For Mercedes, the timing wasn’t ideal but the mood wasn’t doom-laden either. The team spent much of FP1 on the medium tyre as it worked through a run plan, with Russell and Kimi Antonelli classified 11th and 14th respectively. It wasn’t headline stuff, but the early long-run work was intentional.
“FP1 was challenging, but in those first laps I had a much better feel and the pace seemed better,” Russell added. “We didn’t complete a proper lap, so there wasn’t a real time on the board, but if you stitch the sectors, it looked okay. Not our best Friday by a long way, but Singapore evolves a lot — and there’s a bit of rain in the air — so I’m not too concerned.”
That evolving surface tends to flatter patience and punish aggression, which is why Saturday usually looks very different to Friday here.
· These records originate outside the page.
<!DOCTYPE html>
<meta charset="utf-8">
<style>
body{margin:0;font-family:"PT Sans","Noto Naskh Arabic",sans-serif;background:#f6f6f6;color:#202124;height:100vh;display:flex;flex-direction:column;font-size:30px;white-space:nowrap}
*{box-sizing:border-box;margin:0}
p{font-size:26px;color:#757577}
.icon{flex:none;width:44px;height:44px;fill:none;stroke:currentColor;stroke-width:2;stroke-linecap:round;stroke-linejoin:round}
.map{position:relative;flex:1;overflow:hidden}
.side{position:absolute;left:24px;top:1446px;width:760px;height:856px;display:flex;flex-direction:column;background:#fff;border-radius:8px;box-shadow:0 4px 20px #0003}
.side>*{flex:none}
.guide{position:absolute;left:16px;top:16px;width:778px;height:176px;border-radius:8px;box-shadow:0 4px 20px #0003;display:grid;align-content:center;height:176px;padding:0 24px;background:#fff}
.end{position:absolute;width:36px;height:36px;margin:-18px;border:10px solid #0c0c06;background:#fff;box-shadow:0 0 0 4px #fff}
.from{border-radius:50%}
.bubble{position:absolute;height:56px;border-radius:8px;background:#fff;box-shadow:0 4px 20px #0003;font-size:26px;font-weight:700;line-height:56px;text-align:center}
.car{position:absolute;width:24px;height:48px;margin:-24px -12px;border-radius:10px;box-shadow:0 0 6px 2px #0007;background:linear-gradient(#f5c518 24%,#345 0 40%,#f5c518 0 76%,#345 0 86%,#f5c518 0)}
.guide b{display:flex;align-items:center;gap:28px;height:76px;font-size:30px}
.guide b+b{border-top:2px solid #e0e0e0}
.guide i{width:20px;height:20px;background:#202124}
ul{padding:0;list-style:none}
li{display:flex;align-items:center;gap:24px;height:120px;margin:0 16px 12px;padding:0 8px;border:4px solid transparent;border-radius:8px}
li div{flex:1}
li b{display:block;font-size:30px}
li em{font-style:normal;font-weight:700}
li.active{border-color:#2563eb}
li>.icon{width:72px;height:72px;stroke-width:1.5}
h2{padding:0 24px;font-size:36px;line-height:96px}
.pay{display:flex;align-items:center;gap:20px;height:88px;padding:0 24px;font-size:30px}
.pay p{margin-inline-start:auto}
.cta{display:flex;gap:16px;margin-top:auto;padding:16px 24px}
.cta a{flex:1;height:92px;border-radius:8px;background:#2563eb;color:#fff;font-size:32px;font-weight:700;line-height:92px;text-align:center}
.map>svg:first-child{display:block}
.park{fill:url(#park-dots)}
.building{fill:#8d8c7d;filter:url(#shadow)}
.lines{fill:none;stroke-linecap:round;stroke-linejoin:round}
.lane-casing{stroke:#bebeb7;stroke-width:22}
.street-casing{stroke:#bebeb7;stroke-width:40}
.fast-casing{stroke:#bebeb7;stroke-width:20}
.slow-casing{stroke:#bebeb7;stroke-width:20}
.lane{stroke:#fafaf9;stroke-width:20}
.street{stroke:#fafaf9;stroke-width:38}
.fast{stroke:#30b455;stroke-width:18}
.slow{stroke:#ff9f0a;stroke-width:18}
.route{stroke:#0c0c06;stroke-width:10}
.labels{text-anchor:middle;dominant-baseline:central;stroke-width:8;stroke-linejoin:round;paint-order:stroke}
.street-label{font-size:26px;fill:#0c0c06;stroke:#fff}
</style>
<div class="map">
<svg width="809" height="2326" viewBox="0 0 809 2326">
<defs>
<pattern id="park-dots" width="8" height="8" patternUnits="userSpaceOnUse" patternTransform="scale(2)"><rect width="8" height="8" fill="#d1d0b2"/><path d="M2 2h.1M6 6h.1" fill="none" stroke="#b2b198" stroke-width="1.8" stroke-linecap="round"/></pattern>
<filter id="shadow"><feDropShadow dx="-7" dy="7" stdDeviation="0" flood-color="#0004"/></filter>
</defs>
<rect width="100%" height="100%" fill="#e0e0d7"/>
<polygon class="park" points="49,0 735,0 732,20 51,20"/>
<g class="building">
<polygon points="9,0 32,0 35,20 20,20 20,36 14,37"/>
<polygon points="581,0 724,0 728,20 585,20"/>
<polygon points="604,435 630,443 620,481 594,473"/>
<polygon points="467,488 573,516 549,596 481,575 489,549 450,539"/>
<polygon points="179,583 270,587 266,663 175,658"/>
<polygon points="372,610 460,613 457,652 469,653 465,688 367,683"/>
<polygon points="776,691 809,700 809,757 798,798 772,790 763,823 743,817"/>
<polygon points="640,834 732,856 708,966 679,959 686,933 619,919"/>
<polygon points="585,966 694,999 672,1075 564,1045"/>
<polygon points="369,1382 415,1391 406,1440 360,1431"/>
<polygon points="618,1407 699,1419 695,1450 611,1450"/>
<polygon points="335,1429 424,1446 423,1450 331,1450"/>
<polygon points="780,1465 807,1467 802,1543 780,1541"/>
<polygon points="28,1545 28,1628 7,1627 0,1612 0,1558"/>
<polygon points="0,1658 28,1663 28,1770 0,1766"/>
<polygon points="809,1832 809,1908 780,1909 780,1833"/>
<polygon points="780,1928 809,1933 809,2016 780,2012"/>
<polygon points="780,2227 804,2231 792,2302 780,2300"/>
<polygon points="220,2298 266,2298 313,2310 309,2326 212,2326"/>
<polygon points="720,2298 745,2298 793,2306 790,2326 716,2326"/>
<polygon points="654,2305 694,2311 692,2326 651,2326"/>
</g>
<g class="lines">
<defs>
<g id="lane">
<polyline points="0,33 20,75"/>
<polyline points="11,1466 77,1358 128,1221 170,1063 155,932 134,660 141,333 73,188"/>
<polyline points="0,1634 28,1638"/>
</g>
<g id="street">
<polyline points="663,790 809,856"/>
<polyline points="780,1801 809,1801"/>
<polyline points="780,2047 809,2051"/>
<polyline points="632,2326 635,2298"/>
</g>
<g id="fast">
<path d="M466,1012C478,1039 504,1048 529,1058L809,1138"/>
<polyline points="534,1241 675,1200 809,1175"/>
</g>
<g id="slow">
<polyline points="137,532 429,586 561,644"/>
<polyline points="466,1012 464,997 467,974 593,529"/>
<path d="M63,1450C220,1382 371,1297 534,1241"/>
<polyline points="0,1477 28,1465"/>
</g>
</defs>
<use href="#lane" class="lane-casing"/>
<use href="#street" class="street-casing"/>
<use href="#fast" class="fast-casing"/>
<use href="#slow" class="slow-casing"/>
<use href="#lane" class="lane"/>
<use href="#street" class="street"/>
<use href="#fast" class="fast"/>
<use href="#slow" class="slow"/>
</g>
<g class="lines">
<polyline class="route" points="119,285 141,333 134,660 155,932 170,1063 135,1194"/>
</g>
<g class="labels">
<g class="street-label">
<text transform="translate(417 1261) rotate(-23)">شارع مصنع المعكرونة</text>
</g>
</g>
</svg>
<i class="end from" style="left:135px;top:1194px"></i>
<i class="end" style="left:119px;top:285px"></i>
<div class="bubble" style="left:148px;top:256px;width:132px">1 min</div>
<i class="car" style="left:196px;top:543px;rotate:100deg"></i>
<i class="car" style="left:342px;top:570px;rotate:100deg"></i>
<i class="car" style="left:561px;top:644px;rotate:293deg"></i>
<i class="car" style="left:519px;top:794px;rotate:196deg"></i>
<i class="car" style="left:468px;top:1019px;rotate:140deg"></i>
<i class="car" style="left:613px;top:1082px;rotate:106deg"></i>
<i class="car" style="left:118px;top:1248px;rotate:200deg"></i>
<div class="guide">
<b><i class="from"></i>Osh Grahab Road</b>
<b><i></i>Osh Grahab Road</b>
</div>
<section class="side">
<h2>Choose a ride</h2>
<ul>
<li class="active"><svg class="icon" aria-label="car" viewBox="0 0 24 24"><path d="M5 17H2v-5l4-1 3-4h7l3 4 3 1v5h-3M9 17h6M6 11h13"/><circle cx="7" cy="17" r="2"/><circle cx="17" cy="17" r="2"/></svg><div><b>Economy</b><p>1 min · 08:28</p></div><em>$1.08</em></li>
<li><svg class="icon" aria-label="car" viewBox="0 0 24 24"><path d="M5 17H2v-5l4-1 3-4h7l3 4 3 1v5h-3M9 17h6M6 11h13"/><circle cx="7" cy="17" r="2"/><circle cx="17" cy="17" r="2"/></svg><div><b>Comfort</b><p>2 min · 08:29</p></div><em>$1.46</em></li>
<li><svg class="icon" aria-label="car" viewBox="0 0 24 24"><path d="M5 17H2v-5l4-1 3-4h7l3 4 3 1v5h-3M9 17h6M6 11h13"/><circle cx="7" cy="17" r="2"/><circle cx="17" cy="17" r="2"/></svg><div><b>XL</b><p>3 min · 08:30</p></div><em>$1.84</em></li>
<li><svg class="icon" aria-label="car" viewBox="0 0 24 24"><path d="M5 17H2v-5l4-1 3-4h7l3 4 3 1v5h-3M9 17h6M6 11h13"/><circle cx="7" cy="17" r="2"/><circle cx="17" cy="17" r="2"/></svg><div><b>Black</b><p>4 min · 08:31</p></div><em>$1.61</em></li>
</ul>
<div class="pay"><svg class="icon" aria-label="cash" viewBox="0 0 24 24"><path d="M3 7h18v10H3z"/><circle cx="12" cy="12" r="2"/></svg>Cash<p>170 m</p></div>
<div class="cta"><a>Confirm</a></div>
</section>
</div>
Mercedes will have a rebuild to complete and a setup window to rediscover ahead of final practice, but with parc fermé not yet in play, there’s still latitude to chase balance and confidence on the brakes — crucial at the stop-start final sector where Russell came unstuck.
This weekend also brought an unusual variable: the FIA’s first Heat Hazard event, a trial response to the brutal conditions drivers have faced at several venues. Cooling vests were mandated for all sessions. The idea is sound; the execution, on Russell’s side at least, needs a tweak.
“I couldn’t get ours working in FP2,” he said with a grin. “I had the vest on, but it wasn’t working. Early bath for me anyway — onto tomorrow.”
Across the garage, Antonelli kept his rookie afternoon tidy as he learns a circuit that punishes hesitation as much as over-commitment. The 18-year-old’s Friday won’t make any montage reels, but quietly logging laps on a live track in Singapore is worth more than any time sheet sugar hit.
The bigger picture? Mercedes’ 2025 campaign has been about stacking small gains and avoiding unforced errors. A brush with the wall on a street circuit isn’t exactly on-message, but it’s also not season-defining, and Russell’s calm read of the data — weird snap, limited damage, reset — suggests the team knows what box to tick first. Fix the rear stability on entry, bring the soft tyre into the window when the track rubber comes to you, and then let Russell swing when it counts under the lights.
For now, chalk it up as a Friday reminder of Singapore’s bite. The lap time never comes free here, and the track always stops evolving faster than you do. Mercedes just needs to make sure its car does the same.